Thank you, thank you, thank you. I have nothing but praise for the local company that just donated an outdoor trampoline to the community youth outreach program. We needed sports equipment but this was certainly unexpected. It was a novel surprise, but I am sure that the kids will enjoy using it, once the learn the ropes. The donor knows something I don’t about the popularity of these devices. I volunteered to put it together which took me an entire day. I read the manual attached to the rim and followed the instructions to the letter. Somehow it wasn’t as tight as I wanted. I wasn’t about to let any child set foot on the mat until it was taut enough to hold me. It was a quality product for both adults and youth and I consulted the height and weight chart to be sure. None of my kids fell outside the required range. So, it was onward to eventual success!
I also went over the safety features several times and even went online to see what is suggested for public use. This web site (https://www.trampolinechoice.com/put-trampoline-together/) warns users of several things: kids do not take precautions and they often like to jump alone. They try things that are too advanced This is not a good practice. Have an adult or teen on hand as a spotter. Make sure you instruct everyone in the group on basic techniques that will avoid injury when done properly. I was a bit intimidated at this point and I was already hassled by failing to put the darn thing together properly the first time. I remedied the situation with the help of one of the dads who works in a gym.

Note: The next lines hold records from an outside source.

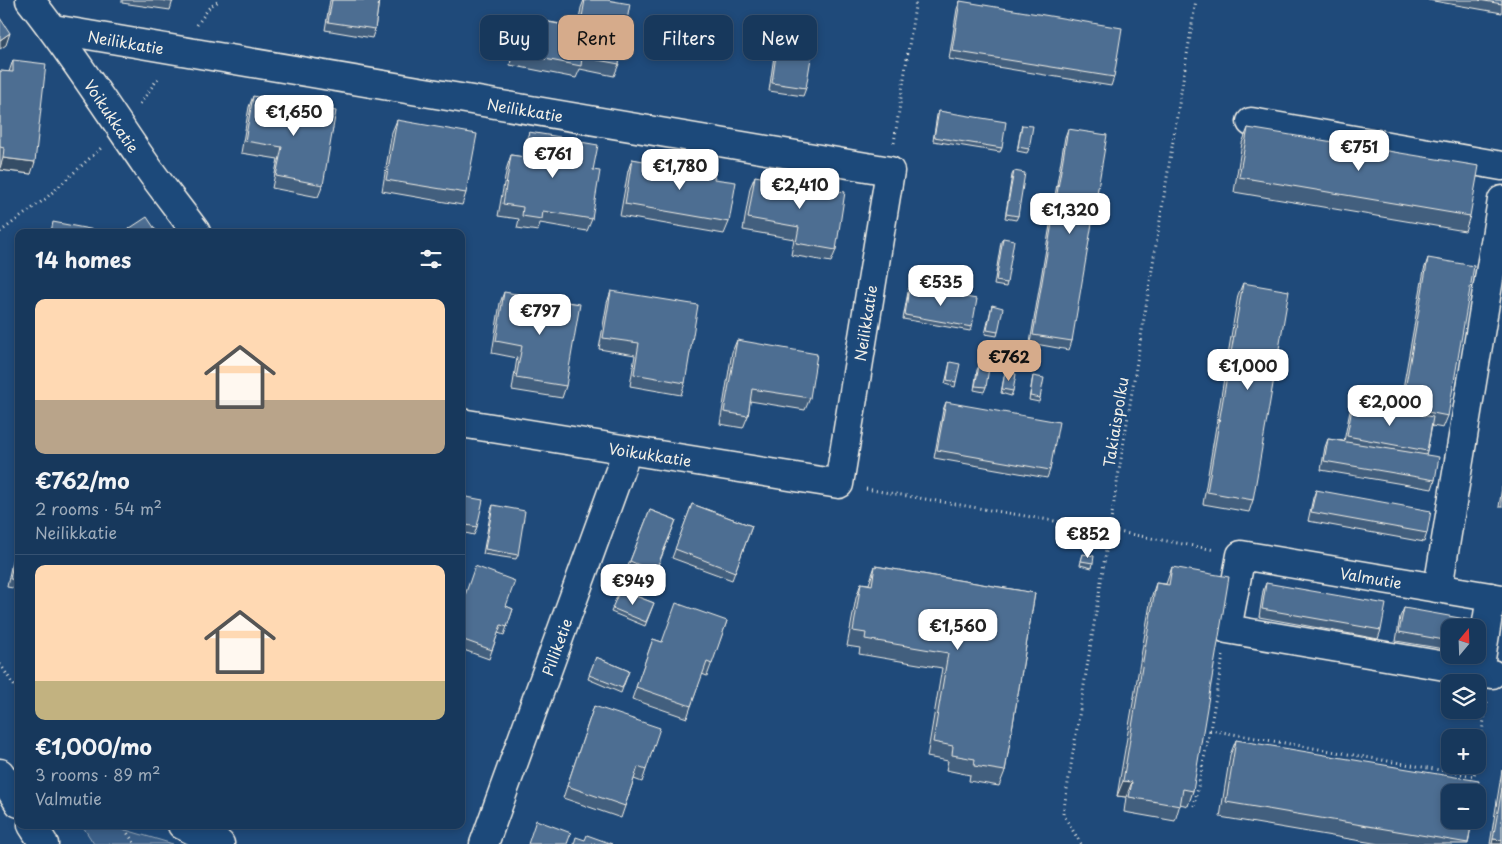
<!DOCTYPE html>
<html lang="en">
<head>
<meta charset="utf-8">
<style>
	:root { --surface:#17385c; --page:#203f62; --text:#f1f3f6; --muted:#9eacbb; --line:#365272; --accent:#d6ab8b }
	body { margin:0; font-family:"Playpen Sans",sans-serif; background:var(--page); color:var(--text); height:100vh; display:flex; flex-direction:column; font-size:19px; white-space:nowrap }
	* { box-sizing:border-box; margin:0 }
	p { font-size:16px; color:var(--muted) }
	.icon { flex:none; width:28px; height:28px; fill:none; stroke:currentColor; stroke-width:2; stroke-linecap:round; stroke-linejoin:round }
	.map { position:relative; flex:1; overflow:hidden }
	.details { position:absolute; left:15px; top:229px; width:450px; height:600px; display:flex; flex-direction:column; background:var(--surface); border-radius:10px; box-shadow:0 2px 8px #0003,0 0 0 1px var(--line) }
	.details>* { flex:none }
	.hud { position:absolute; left:480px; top:15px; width:475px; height:45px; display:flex; gap:10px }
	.needle { width:32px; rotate:19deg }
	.buttons { position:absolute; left:1441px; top:619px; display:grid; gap:10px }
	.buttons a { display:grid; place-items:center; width:45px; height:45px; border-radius:10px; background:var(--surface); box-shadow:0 2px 8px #0003,0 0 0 1px var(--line); font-size:25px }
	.price { position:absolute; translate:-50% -42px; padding:0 11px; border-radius:10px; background:#fff; color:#222; font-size:16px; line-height:32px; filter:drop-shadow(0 1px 2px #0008) }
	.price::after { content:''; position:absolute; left:50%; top:30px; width:15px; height:11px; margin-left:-8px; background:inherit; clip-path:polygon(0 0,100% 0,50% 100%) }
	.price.selected { background:var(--accent); color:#111 }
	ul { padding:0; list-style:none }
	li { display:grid; align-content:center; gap:10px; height:265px; padding:0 20px }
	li+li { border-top:1px solid var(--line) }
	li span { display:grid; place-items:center; height:155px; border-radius:10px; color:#555 }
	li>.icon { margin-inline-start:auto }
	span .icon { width:90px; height:90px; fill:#fffc; stroke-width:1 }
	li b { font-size:21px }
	h2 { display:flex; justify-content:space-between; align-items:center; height:60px; padding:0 20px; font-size:21px }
	.chip { padding:0 18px; border-radius:10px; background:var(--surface); box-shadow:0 2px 8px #0003,0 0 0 1px var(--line); font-size:18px; line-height:45px }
	.chip.selected { background:var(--accent); color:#111 }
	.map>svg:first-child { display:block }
	.green { fill:#3a5f88; stroke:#97a8b8 }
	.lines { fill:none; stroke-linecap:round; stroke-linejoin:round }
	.minor-casing { stroke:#f4f1e8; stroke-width:31 }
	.major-casing { stroke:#f4f1e8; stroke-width:31 }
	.path { stroke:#f4f1e8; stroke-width:3; stroke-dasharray:1 4; stroke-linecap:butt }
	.minor { stroke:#1f4a7a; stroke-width:28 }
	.major { stroke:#1f4a7a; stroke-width:28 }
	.wall { fill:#425f7e; stroke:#f4f1e8 }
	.shaded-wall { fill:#364d66; stroke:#f4f1e8 }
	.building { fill:#4d6e92; stroke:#f4f1e8 }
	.labels { text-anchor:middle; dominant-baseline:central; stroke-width:5; stroke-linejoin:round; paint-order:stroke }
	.street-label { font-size:15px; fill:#f4f1e8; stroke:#1f4a7a }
</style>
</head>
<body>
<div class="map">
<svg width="1502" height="844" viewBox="0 0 1502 844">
	<rect width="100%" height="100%" fill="#1f4a7a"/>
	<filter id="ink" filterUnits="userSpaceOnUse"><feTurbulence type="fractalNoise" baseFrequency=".02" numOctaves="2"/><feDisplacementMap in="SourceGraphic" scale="10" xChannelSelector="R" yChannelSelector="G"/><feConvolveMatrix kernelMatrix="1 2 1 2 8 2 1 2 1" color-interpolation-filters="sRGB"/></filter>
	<g filter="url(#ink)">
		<polygon class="green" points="82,825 109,825 173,844 94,844"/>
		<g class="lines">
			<defs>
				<g id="minor">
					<path id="s1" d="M30,0C72,53 108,110 146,165C162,188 180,210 196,232"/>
					<path id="s2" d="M53,29L890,171L839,484L461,423"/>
					<polyline points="1251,122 1502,166"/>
					<polyline points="1438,588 1502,200"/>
					<polyline points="1479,671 1491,597"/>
					<path id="s3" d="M1492,674L1227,629L1241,555L1502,599"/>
					<polyline points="182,825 220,844"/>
					<path id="s4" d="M484,844L627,451"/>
				</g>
				<g id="major">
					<polyline points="0,773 19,803"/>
					<polyline points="32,825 44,844"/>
				</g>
			</defs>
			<use href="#minor" class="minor-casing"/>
			<use href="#major" class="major-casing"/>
			<g class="path">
				<polyline points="197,25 209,8 220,0"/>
				<polyline points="140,104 159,77"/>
				<polyline points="894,143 916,0"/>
				<polyline points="0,232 45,199 101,148"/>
				<polyline points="866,489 1108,530 1215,550"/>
				<polyline points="1223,656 1210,730 1474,776 1476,765"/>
				<polyline points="0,664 19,693"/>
				<polyline points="1478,757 1487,701"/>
				<polyline points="1194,806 1210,730"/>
				<polyline points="122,825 135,844"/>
				<polyline points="1081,844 1063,814 1196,0"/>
			</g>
			<use href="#minor" class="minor"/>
			<use href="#major" class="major"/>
		</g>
		<g class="wall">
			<polygon points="122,0 173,0 170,10 122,3"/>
			<polygon points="330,0 379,0 375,29 372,38 325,30"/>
			<polygon points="584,0 607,0 619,64 614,76 580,69 576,78 510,65 517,29 521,17 578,27 581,8"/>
			<polygon points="1428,0 1502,0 1502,13"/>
			<polygon points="960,1 1114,77 1111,86 949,59 957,9"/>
			<polygon points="778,41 806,88 803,96 769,91 775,49"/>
			<polygon points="13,60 31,174 0,170 0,71 9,72"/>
			<polygon points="253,96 323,185 318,197 272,188 278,159 241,153 249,107"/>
			<polygon points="939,111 1002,148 1000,152 933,141 937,115"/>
			<polygon points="397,120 466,193 462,205 382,191 392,132"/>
			<polygon points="1022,125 1029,149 1027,153 1017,151 1021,129"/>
			<polygon points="1248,128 1470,216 1465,231 1234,192 1242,143"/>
			<polygon points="1068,129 1072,341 1069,350 1030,343 1065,137"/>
			<polygon points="529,132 556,163 562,164 564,152 569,140 593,170 592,219 587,231 540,223 538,231 517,228 519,219 498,216 507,167 511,155 523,157 525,144"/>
			<polygon points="632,159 714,179 729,222 724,234 620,216 628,171"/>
			<polygon points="1014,171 1018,216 1016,220 1005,218 1012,175"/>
			<polygon points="755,176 836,250 831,262 791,255 794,239 743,230 750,188"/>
			<polygon points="1003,238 1007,283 1006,287 994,285 1001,242"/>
			<polygon points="1428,258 1448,416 1443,428 1432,426 1427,451 1426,455 1435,480 1432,489 1321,470 1325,447 1328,439 1344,441 1350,411 1353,403 1399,411 1424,270"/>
			<polygon points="1243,283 1253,500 1249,512 1203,504 1238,295"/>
			<polygon points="909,288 972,327 970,331 903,319 908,292"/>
			<polygon points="611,291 685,383 681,395 630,386 635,355 599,349 607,303"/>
			<polygon points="504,292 566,386 562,398 512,390 517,358 492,353 500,303"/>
			<polygon points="992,305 998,332 997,336 985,334"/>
			<polygon points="737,340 810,398 805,410 750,401 748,416 743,428 720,424 732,352"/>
			<polygon points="950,362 956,382 955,387 945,384"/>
			<polygon points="979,366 986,387 984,392 974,390 977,370"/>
			<polygon points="1005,372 1013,391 1011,396 1001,393"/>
			<polygon points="1033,376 1040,398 1039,402 1029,400 1032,381"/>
			<polygon points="946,402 1050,470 1047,478 934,458 943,410"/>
			<polygon points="1502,487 1502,507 1499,507"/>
			<polygon points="1316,490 1427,533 1424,542 1308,521 1313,498"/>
			<polygon points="461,496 477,527 474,535 461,532"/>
			<polygon points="692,504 752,526 732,580 672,558"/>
			<polygon points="493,505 518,555 516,559 483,554 491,510"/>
			<polygon points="650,510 676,520 654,576 628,566"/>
			<polygon points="18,538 19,538 19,589 7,587 15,546"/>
			<polygon points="1083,554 1093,563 1092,568 1080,565"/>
			<polygon points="875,566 1035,593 1005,771 999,786 969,781 970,775 946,770 948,761 927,757 942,668 859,654 860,648 847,646 856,598 861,583 869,584"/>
			<polygon points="1172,567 1193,791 1188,806 1180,804 1175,821 1124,812 1126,797 1117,796 1151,598 1156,583 1166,584"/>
			<polygon points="1266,583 1381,630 1378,639 1259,617 1263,591"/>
			<polygon points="620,590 654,603 645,626 611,612"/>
			<polygon points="461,606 506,606 513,609 504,635 498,633 489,659 461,649"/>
			<polygon points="1404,608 1450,628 1450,650 1396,641 1400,617"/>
			<polygon points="727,621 707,676 702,674 687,718 632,699 653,639 662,642"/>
			<polygon points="596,657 629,671 621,693 588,679"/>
			<polygon points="594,706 646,770 642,782 634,779 621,818 563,798"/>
			<polygon points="1236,740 1472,820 1468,844 1379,844 1220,817 1230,755"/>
			<polygon points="1502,770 1502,844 1490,844"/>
		</g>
		<g class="shaded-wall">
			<polygon points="10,33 6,45 0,49 0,40"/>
			<polygon points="3,158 35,162 31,174 0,170 0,168"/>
			<polygon points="1123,781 1132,782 1126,797 1117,796"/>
			<polygon points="1493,839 1502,840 1502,844 1492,844"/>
		</g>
		<g class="building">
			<polygon points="160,0 173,0 173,2"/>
			<polygon points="332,0 379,0 375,29 328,22"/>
			<polygon points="585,0 607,0 630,4 619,64 582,57 581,66 514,53 521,17 580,28"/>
			<polygon points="1479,0 1502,0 1502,4"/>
			<polygon points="960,1 1122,28 1114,77 952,51"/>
			<polygon points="0,18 10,33 0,40"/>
			<polygon points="778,41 813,46 806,88 772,83"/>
			<polygon points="13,60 46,64 35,162 3,158 4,148 0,147 0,71 13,72"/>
			<polygon points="253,96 336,111 323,185 276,176 282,147 245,141"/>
			<polygon points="939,111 1006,122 1002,148 934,137"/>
			<polygon points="397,120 477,134 466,193 386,180"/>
			<polygon points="1022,125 1033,126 1029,149 1018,147"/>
			<polygon points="1248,128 1479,166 1470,216 1239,177"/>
			<polygon points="1068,129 1107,135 1072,341 1033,335"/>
			<polygon points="529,132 560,137 556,163 565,164 569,140 598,145 593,170 600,171 592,219 543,211 542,219 522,216 523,207 503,204 511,155 525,157"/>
			<polygon points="632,159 715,173 714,179 736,182 729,222 625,204"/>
			<polygon points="1014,171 1025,173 1018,216 1006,214"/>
			<polygon points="755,176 845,192 836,250 796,243 799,227 748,218"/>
			<polygon points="147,217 157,232 124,232"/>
			<polygon points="53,222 95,230 94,232 51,232"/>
			<polygon points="1003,238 1014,240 1007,283 996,281"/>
			<polygon points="1428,258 1474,266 1448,416 1402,407"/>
			<polygon points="1243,283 1289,291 1253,500 1207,492"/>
			<polygon points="909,288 977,299 972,327 905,315"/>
			<polygon points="611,291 698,305 685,383 634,374 639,343 603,338"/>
			<polygon points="504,292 580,304 566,386 516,378 522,346 496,341"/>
			<polygon points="992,305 1003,308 998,332 987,330"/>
			<polygon points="737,340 817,354 810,398 752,389 748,416 724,412"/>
			<polygon points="950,362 960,364 956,382 947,380"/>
			<polygon points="979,366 989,368 986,387 975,386"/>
			<polygon points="1005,372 1016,374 1013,391 1002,389"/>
			<polygon points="1033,376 1044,378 1040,398 1030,396"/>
			<polygon points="946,402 1059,422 1050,470 937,450"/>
			<polygon points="1353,403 1433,417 1427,451 1347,436"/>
			<polygon points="1328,439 1439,457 1435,480 1324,461"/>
			<polygon points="1316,490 1431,511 1427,533 1311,512"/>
			<polygon points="461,496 483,500 477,527 461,524"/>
			<polygon points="692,504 752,526 735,572 675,549"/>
			<polygon points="493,505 525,511 518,555 485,549"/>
			<polygon points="650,510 676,520 655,572 630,561"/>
			<polygon points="18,538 19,538 19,580 10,579"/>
			<polygon points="1083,554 1094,556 1093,563 1081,561"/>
			<polygon points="475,566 515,581 506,606 513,609 507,627 501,625 492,650 461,639 461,607"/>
			<polygon points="875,566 1035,593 1005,771 974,766 975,759 952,755 953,746 933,742 948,653 865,639 866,633 853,631 861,583 872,585"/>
			<polygon points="1172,567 1229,577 1193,791 1183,789 1180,806 1129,797 1132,782 1123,781 1156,583 1169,585"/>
			<polygon points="1266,583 1386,604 1381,630 1262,609"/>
			<polygon points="620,590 654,603 646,622 612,608"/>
			<polygon points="676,603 727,621 712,664 707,662 691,706 636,687 653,639 662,642"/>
			<polygon points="1404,608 1471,620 1470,628 1450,628 1450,641 1399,632"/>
			<polygon points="596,657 629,671 622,688 589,675"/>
			<polygon points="594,706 660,728 646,770 638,767 625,806 567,786"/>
			<polygon points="1236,740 1479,781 1477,792 1450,792 1450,820 1472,820 1468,843 1226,802"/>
			<polygon points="1502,788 1502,840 1493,839"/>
			<polygon points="536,820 571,833 567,844 528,844"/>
			<polygon points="587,835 612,844 574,844 576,837 585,840"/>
		</g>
	</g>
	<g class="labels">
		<g class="street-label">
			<text stroke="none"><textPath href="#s2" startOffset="74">Neilikkatie</textPath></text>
			<text stroke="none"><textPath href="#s2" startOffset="479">Neilikkatie</textPath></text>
			<text stroke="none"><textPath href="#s1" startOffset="142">Voikukkatie</textPath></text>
			<text transform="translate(865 323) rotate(-81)">Neilikkatie</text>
			<text transform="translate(1115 422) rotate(-81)">Takiaispolku</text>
			<text transform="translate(650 454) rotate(9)">Voikukkatie</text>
			<text stroke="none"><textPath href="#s3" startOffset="476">Valmutie</textPath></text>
			<text stroke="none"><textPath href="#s4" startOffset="210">Pilliketie</textPath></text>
		</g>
	</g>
</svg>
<div class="buttons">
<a><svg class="needle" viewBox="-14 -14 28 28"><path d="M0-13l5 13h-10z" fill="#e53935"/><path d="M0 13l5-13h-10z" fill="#9eacbb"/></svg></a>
<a><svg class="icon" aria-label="layers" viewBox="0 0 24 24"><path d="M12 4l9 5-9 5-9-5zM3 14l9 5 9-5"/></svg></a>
<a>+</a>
<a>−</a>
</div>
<b class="price" style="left:294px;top:137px">€1,650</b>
<b class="price" style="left:1359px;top:172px">€751</b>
<b class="price" style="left:553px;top:179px">€761</b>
<b class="price" style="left:680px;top:191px">€1,780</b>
<b class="price" style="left:800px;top:210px">€2,410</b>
<b class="price" style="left:1070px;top:235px">€1,320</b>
<b class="price" style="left:941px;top:307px">€535</b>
<b class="price" style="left:540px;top:336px">€797</b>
<b class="price selected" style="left:1009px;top:382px">€762</b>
<b class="price" style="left:1248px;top:391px">€1,000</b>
<b class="price" style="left:1390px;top:427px">€2,000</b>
<b class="price" style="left:1088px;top:559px">€852</b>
<b class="price" style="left:633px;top:606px">€949</b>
<b class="price" style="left:958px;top:651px">€1,560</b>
<div class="hud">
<a class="chip">Buy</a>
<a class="chip selected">Rent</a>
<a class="chip">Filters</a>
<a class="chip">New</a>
</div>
<section class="details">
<h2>14 homes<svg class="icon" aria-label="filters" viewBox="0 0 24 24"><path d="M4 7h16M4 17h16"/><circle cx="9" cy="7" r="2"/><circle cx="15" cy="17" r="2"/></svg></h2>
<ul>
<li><span style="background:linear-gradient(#ffd9b3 65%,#b9a48a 0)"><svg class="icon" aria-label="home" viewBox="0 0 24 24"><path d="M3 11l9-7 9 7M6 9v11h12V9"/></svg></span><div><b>€762/mo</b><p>2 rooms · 54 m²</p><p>Neilikkatie</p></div></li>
<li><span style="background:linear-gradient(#ffd9b3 75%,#c2b280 0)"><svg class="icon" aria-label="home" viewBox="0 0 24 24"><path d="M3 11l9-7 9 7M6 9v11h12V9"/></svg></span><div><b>€1,000/mo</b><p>3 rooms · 89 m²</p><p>Valmutie</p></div></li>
</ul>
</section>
</div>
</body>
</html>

The trampoline, once ready and in place, was a huge hit in the youth program and the kids were lining up to try it out. I had to force the children to stop at cut off time. At first, I insisted that they perform basic moves before progressing to something harder. They had to prove to me their balance was good enough to keep them from falling over the side or hitting their heads. No one wanted to don an ugly helmet. Everyone could jump up and down, but it took time for most to learn the tuck jump, the pike and straddle, the half and whole twist, and the seat landing forward and back. In time, we would try jumping in pairs, called double jumping, and would move on to catching each other from the back. It was fun to propel someone forward multiple times. The whole experience was an eye opener. It wasn’t long before the parents came to watch. They didn’t expect to supervise because I was there; they wanted to see what their child has been ranting and raving about—in a positive way.
Let me encourage any leaders of youth groups to get a trampoline for amusement and exercise. It is a great way to strengthen muscles and also burn off steam. Kids need an outlet and this is an ideal choice.